Data shown: Begin

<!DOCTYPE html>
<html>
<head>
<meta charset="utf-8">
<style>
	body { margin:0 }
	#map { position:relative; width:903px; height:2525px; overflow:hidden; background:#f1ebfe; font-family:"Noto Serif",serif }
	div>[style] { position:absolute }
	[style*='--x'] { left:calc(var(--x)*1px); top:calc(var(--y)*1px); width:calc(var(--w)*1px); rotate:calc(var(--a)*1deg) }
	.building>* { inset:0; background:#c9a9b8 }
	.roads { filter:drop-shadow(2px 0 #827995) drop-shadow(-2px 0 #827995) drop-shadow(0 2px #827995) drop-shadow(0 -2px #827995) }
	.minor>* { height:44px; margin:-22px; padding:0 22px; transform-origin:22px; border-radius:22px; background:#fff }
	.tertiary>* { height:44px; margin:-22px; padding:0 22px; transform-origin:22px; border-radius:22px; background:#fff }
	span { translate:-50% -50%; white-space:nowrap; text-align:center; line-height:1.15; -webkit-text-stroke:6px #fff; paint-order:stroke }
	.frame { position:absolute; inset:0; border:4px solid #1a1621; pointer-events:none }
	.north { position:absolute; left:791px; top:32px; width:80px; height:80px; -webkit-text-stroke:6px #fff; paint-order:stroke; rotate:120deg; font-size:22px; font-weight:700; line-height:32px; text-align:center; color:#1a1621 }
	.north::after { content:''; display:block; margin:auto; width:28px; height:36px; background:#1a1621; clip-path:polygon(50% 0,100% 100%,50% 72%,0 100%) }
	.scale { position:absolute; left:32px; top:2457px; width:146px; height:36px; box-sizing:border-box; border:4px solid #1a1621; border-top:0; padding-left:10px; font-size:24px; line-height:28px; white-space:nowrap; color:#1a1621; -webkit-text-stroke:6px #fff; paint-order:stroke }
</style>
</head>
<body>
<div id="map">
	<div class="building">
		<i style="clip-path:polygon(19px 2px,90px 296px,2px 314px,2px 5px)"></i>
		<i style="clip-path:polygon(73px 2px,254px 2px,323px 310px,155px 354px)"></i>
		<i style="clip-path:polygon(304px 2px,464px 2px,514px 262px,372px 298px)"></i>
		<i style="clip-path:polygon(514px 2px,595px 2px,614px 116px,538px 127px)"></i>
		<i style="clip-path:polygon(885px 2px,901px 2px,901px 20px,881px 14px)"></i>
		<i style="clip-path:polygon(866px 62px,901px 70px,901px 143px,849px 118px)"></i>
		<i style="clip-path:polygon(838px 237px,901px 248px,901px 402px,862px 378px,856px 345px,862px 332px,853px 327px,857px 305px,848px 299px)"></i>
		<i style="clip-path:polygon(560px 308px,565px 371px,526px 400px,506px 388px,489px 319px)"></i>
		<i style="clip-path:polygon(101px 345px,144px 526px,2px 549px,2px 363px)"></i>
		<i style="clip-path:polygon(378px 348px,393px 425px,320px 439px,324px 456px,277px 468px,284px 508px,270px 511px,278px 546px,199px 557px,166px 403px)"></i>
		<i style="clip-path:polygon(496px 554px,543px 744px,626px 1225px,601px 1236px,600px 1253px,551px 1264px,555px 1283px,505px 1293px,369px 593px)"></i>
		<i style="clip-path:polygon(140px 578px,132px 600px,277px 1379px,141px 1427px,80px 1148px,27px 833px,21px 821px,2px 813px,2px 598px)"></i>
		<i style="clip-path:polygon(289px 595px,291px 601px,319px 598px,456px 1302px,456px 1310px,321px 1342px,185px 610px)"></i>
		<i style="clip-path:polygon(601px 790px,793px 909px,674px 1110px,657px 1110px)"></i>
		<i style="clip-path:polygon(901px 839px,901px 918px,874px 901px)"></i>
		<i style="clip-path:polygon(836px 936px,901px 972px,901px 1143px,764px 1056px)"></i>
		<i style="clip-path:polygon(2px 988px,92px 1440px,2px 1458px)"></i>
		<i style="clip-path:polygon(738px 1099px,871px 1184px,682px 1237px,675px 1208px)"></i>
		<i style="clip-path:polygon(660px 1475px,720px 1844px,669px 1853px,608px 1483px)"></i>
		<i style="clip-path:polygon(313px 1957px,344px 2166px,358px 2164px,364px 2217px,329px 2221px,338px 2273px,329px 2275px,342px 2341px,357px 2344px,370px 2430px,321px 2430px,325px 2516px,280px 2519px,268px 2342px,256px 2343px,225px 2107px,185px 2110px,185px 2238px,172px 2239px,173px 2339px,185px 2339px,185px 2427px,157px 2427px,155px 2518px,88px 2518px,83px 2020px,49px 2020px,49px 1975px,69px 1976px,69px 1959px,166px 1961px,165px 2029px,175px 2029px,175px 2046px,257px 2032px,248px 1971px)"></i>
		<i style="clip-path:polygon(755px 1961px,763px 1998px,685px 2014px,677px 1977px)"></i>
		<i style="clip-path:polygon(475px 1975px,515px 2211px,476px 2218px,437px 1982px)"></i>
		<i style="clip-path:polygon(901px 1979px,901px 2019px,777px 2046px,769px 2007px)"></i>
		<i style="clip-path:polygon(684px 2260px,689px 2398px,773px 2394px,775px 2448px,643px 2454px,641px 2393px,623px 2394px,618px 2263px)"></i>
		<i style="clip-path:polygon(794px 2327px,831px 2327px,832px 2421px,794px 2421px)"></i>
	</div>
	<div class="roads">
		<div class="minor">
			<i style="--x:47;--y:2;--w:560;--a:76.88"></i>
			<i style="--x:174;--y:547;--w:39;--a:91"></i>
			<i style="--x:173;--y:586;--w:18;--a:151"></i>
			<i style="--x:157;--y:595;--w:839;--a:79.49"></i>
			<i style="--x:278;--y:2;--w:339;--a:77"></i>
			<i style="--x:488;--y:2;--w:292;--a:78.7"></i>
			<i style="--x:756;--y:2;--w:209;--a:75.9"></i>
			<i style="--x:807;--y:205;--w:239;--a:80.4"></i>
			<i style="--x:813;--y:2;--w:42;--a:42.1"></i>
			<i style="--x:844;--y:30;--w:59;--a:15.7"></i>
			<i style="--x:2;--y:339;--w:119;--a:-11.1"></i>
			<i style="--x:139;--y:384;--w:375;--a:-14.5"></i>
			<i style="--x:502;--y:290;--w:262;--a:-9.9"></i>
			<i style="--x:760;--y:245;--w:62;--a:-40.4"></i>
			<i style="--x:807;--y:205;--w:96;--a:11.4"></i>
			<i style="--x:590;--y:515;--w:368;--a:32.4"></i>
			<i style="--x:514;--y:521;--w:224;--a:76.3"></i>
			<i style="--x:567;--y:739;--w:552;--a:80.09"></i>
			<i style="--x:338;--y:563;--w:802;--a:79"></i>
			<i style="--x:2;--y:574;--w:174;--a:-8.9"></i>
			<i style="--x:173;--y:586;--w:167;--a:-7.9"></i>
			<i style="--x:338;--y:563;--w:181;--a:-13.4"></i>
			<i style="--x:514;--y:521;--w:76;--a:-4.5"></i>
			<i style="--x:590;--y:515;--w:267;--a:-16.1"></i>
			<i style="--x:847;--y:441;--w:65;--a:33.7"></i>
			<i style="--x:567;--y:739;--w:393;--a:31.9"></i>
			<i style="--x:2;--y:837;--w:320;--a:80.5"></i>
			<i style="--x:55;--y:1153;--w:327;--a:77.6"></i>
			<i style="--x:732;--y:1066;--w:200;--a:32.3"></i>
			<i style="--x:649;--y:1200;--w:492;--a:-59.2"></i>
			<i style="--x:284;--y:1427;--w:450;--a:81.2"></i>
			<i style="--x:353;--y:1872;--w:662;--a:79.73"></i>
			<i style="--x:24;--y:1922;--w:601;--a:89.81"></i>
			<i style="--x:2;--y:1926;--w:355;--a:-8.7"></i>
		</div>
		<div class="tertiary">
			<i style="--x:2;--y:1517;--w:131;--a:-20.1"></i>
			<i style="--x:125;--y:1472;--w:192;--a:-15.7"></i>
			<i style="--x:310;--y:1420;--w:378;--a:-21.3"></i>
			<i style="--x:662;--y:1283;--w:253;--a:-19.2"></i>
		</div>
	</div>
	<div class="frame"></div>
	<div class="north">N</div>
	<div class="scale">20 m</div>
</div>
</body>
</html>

Data shown: End

Beginning at the first line of the records, retype exactly every line up to and including the one with "position:absolute; left:791px; top:32px;".

— Written response —
<!DOCTYPE html>
<html>
<head>
<meta charset="utf-8">
<style>
	body { margin:0 }
	#map { position:relative; width:903px; height:2525px; overflow:hidden; background:#f1ebfe; font-family:"Noto Serif",serif }
	div>[style] { position:absolute }
	[style*='--x'] { left:calc(var(--x)*1px); top:calc(var(--y)*1px); width:calc(var(--w)*1px); rotate:calc(var(--a)*1deg) }
	.building>* { inset:0; background:#c9a9b8 }
	.roads { filter:drop-shadow(2px 0 #827995) drop-shadow(-2px 0 #827995) drop-shadow(0 2px #827995) drop-shadow(0 -2px #827995) }
	.minor>* { height:44px; margin:-22px; padding:0 22px; transform-origin:22px; border-radius:22px; background:#fff }
	.tertiary>* { height:44px; margin:-22px; padding:0 22px; transform-origin:22px; border-radius:22px; background:#fff }
	span { translate:-50% -50%; white-space:nowrap; text-align:center; line-height:1.15; -webkit-text-stroke:6px #fff; paint-order:stroke }
	.frame { position:absolute; inset:0; border:4px solid #1a1621; pointer-events:none }
	.north { position:absolute; left:791px; top:32px; width:80px; height:80px; -webkit-text-stroke:6px #fff; paint-order:stroke; rotate:120deg; font-size:22px; font-weight:700; line-height:32px; text-align:center; color:#1a1621 }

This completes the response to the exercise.